An article describing The Ultimate Team for antimicrobial prescribing by Mr Mark Gilchrist and Dr Gavin Barlow
Visual of a complex shape
© UoD and BSAC
Having healthcare professionals with a diversity of experience and skills, not necessarily all infection specialists, on the antimicrobial management team to work on stewardship activities is important.
If you had to decide who was essential (versus desirable) to have on your team, whom would you pick from the following list?
  • Senior Surgeon
  • Consultant Microbiologist and/or an Infectious Disease Physician
  • Chief Nurse /Senior Nurse
  • Senior and/or infection/antibiotic pharmacist
  • Epidemiologist/statistician/data handler
A comprehensive programme with communication and collaboration between multiple disciplines is key to the success of antimicrobial stewardship.
Although open to some debate, the core (essential) members of an antimicrobial stewardship team should include a microbiologist or infectious disease physician and a clinical pharmacist with antibiotic/infectious disease training.
Additional members will help the team function optimally and include:
  • microbiologist or infectious disease physician (depending on which specialty is missing from the core team and the local hospital human resource)

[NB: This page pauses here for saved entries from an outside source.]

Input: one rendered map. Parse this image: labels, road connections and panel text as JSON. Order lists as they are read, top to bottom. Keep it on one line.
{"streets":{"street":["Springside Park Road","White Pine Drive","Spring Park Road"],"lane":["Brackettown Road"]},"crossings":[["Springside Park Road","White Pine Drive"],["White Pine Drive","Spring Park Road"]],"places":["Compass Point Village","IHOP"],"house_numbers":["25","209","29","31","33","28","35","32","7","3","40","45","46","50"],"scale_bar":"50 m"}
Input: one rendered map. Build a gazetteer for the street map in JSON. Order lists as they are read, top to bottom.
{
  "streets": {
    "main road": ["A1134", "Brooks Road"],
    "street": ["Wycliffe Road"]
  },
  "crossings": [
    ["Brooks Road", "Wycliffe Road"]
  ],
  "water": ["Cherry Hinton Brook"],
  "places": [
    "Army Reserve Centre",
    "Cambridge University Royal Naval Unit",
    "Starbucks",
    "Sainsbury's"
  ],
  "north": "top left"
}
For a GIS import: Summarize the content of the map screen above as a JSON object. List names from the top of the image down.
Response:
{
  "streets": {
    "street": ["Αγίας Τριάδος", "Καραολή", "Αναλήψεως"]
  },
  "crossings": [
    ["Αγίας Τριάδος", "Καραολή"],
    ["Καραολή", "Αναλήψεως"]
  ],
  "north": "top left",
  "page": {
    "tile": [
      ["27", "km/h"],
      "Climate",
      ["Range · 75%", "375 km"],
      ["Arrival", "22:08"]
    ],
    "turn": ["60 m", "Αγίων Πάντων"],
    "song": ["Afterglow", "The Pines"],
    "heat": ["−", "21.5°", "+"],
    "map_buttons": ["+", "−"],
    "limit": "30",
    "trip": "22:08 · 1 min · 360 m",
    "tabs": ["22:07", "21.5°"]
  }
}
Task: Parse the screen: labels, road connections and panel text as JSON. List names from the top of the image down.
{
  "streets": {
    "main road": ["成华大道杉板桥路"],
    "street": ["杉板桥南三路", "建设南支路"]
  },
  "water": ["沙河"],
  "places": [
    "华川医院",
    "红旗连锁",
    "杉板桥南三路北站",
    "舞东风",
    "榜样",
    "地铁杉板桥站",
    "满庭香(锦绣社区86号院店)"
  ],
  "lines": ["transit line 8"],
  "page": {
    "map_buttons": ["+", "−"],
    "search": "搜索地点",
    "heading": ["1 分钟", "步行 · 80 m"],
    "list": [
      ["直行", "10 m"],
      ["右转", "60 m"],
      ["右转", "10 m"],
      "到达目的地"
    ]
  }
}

  • information systems specialist
  • infection control professional
  • hospital epidemiologist
  • senior nurse
Depending on the nature of the antimicrobial stewardship problems where you work, and how the team plans to tackle those problems with the resources available, it may be desirable to have other healthcare professionals, such as a general physician and/or surgeon, a junior doctor and a patient representative, on the team.
The program should function under the auspices of an established quality assurance/clinical governance and/or patient safety program and collaborate closely with the hospital infection prevention and control and pharmacy/therapeutics committees.
Collaboration, consensus and engagement with hospital administrators, medical staff leaders and local providers are also crucial to the success of antimicrobial stewardship. A lack of engagement and poor relationships between the antimicrobial management team and surgeons is suggested in the Week 1 scenario video and is likely to have contributed to the subsequent crisis.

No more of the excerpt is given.